(Stored items from a collection)
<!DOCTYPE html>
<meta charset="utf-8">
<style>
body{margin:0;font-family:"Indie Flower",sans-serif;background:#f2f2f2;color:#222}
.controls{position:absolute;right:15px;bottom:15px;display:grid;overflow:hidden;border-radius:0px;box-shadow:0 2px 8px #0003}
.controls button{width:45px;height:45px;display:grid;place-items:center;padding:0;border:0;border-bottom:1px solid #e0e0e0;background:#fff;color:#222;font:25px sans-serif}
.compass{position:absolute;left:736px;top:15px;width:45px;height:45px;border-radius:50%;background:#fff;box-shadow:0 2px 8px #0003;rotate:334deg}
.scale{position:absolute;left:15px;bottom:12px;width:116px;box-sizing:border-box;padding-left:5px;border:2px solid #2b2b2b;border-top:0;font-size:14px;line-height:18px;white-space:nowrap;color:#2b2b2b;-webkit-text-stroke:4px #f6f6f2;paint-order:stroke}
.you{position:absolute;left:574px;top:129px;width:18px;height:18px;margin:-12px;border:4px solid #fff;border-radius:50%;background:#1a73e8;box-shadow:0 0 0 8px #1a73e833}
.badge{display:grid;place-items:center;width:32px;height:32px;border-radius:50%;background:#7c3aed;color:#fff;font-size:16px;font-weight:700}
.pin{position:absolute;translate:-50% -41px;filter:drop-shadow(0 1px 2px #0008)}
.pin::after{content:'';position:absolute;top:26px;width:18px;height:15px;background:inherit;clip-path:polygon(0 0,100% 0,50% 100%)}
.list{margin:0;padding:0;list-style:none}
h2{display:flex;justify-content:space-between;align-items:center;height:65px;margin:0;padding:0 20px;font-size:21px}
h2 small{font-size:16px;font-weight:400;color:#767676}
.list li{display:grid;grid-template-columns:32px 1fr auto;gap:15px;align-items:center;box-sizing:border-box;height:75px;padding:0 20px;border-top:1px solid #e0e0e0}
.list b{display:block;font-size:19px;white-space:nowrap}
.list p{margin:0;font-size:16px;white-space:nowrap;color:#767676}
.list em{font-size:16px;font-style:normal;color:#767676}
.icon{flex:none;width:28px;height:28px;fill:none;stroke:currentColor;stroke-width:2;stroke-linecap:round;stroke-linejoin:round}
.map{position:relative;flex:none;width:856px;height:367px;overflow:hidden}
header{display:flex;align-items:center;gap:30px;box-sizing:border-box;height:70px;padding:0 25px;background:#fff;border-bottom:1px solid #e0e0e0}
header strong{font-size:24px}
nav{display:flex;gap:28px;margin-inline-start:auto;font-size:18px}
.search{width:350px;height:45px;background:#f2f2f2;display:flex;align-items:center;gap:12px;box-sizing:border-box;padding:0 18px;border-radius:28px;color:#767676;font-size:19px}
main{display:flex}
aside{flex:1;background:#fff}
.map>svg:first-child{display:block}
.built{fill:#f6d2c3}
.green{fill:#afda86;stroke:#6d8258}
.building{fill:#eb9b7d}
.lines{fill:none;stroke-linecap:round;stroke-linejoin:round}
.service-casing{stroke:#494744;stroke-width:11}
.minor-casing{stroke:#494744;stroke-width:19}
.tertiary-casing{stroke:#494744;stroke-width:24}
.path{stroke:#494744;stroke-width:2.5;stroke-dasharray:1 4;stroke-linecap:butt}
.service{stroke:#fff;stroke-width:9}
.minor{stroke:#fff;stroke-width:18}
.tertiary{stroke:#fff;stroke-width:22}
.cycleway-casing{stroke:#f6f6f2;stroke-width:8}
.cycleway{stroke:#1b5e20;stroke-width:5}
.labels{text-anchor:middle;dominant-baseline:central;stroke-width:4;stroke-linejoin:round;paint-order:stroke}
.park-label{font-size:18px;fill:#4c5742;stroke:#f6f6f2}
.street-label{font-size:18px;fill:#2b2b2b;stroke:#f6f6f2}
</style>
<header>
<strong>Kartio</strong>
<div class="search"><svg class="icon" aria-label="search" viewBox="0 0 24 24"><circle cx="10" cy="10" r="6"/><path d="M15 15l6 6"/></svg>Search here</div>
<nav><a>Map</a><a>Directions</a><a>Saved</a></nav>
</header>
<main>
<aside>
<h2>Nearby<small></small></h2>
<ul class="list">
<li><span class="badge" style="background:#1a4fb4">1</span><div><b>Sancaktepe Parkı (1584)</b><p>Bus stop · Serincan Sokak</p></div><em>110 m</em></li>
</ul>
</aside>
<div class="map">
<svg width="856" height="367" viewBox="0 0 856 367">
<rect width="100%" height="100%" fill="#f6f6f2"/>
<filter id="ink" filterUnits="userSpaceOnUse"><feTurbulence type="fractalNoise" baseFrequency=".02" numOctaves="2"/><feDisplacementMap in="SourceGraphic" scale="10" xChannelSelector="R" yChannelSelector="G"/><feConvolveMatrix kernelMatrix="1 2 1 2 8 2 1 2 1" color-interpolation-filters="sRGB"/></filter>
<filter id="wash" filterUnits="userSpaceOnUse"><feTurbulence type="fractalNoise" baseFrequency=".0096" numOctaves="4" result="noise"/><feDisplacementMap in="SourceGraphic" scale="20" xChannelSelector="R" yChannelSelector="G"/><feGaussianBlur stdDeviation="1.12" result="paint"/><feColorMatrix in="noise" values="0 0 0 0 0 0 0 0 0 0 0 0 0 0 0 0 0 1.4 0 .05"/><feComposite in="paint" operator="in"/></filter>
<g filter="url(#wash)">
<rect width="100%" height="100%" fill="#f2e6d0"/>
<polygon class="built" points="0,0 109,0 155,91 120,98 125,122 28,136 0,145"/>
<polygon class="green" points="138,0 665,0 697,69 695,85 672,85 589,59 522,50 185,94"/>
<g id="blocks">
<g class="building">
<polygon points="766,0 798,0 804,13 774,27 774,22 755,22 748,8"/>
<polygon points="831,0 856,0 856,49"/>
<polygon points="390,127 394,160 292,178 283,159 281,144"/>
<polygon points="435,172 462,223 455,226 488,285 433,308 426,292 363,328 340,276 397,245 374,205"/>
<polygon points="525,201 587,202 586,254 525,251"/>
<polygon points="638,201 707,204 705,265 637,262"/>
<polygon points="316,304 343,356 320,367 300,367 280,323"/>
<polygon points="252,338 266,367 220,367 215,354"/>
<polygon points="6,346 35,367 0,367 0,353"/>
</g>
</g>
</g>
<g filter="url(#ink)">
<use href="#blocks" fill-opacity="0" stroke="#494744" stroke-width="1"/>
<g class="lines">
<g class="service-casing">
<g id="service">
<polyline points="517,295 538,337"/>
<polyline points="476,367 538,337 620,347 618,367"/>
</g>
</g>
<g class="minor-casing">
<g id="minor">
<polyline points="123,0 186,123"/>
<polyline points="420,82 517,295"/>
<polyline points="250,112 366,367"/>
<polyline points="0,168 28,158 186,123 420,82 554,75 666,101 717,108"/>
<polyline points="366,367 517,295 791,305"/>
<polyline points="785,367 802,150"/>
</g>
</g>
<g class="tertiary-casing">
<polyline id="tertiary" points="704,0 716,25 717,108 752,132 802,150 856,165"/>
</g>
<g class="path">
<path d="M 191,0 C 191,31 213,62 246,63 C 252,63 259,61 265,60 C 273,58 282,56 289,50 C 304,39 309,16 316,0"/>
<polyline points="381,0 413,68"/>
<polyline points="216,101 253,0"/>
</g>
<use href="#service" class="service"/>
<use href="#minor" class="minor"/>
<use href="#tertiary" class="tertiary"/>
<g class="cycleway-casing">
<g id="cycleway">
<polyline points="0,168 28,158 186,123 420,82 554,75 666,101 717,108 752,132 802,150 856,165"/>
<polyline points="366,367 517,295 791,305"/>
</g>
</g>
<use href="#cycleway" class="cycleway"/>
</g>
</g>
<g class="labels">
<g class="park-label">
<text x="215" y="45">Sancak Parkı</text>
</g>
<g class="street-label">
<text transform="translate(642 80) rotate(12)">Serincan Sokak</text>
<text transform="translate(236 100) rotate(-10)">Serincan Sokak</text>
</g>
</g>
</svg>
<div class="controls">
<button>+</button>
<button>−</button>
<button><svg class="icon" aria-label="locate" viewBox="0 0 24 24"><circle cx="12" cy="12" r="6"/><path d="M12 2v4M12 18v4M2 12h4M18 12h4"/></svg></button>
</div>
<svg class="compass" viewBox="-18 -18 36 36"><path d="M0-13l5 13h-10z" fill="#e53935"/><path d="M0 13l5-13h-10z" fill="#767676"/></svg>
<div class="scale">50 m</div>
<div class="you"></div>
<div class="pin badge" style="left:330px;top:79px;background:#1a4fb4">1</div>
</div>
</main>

• _Assignment_: Begin with the line that contains "<button>+</button>" and quote each line after it exactly, stopping after the last line of the data.

• _Output of the exercise_:
<button>+</button>
<button>−</button>
<button><svg class="icon" aria-label="locate" viewBox="0 0 24 24"><circle cx="12" cy="12" r="6"/><path d="M12 2v4M12 18v4M2 12h4M18 12h4"/></svg></button>
</div>
<svg class="compass" viewBox="-18 -18 36 36"><path d="M0-13l5 13h-10z" fill="#e53935"/><path d="M0 13l5-13h-10z" fill="#767676"/></svg>
<div class="scale">50 m</div>
<div class="you"></div>
<div class="pin badge" style="left:330px;top:79px;background:#1a4fb4">1</div>
</div>
</main>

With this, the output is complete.